== Your assignment ==
Every entry in the listing below has to be transcribed exactly.

== Supplied records ==
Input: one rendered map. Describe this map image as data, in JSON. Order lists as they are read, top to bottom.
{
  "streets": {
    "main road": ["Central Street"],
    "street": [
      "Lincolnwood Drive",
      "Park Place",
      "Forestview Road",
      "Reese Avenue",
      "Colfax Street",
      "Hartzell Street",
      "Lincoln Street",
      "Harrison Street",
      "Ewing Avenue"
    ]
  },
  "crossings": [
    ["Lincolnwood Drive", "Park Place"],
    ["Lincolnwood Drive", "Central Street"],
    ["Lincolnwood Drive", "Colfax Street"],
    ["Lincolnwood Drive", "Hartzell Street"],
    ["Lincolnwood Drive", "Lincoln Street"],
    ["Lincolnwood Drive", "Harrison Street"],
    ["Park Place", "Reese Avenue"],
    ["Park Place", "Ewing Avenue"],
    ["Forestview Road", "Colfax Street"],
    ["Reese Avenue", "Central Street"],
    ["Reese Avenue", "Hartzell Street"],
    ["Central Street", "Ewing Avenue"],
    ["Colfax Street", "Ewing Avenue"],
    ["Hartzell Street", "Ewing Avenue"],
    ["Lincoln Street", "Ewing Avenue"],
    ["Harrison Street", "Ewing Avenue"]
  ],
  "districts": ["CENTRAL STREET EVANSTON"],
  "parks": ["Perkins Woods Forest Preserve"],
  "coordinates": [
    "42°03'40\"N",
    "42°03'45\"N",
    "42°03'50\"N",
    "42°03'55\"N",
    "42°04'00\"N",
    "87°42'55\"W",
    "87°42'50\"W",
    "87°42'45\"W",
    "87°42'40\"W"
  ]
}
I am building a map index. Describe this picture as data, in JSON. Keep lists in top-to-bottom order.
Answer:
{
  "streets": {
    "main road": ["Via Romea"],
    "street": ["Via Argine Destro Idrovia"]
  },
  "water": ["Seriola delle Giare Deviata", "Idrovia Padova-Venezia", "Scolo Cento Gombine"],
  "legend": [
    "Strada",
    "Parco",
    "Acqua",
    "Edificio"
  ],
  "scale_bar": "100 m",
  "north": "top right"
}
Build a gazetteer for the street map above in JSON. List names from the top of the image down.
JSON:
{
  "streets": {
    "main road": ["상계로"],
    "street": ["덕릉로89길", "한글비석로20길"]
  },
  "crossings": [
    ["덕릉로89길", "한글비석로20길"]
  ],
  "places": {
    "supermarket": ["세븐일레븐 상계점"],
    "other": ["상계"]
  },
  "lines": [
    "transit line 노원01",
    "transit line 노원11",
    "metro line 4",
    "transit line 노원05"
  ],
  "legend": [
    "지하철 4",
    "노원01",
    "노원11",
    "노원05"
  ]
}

== Answer box ==
Input: one rendered map. Describe this map image as data, in JSON. Order lists as they are read, top to bottom.
{
  "streets": {
    "main road": ["Central Street"],
    "street": [
      "Lincolnwood Drive",
      "Park Place",
      "Forestview Road",
      "Reese Avenue",
      "Colfax Street",
      "Hartzell Street",
      "Lincoln Street",
      "Harrison Street",
      "Ewing Avenue"
    ]
  },
  "crossings": [
    ["Lincolnwood Drive", "Park Place"],
    ["Lincolnwood Drive", "Central Street"],
    ["Lincolnwood Drive", "Colfax Street"],
    ["Lincolnwood Drive", "Hartzell Street"],
    ["Lincolnwood Drive", "Lincoln Street"],
    ["Lincolnwood Drive", "Harrison Street"],
    ["Park Place", "Reese Avenue"],
    ["Park Place", "Ewing Avenue"],
    ["Forestview Road", "Colfax Street"],
    ["Reese Avenue", "Central Street"],
    ["Reese Avenue", "Hartzell Street"],
    ["Central Street", "Ewing Avenue"],
    ["Colfax Street", "Ewing Avenue"],
    ["Hartzell Street", "Ewing Avenue"],
    ["Lincoln Street", "Ewing Avenue"],
    ["Harrison Street", "Ewing Avenue"]
  ],
  "districts": ["CENTRAL STREET EVANSTON"],
  "parks": ["Perkins Woods Forest Preserve"],
  "coordinates": [
    "42°03'40\"N",
    "42°03'45\"N",
    "42°03'50\"N",
    "42°03'55\"N",
    "42°04'00\"N",
    "87°42'55\"W",
    "87°42'50\"W",
    "87°42'45\"W",
    "87°42'40\"W"
  ]
}
I am building a map index. Describe this picture as data, in JSON. Keep lists in top-to-bottom order.
Answer:
{
  "streets": {
    "main road": ["Via Romea"],
    "street": ["Via Argine Destro Idrovia"]
  },
  "water": ["Seriola delle Giare Deviata", "Idrovia Padova-Venezia", "Scolo Cento Gombine"],
  "legend": [
    "Strada",
    "Parco",
    "Acqua",
    "Edificio"
  ],
  "scale_bar": "100 m",
  "north": "top right"
}
Build a gazetteer for the street map above in JSON. List names from the top of the image down.
JSON:
{
  "streets": {
    "main road": ["상계로"],
    "street": ["덕릉로89길", "한글비석로20길"]
  },
  "crossings": [
    ["덕릉로89길", "한글비석로20길"]
  ],
  "places": {
    "supermarket": ["세븐일레븐 상계점"],
    "other": ["상계"]
  },
  "lines": [
    "transit line 노원01",
    "transit line 노원11",
    "metro line 4",
    "transit line 노원05"
  ],
  "legend": [
    "지하철 4",
    "노원01",
    "노원11",
    "노원05"
  ]
}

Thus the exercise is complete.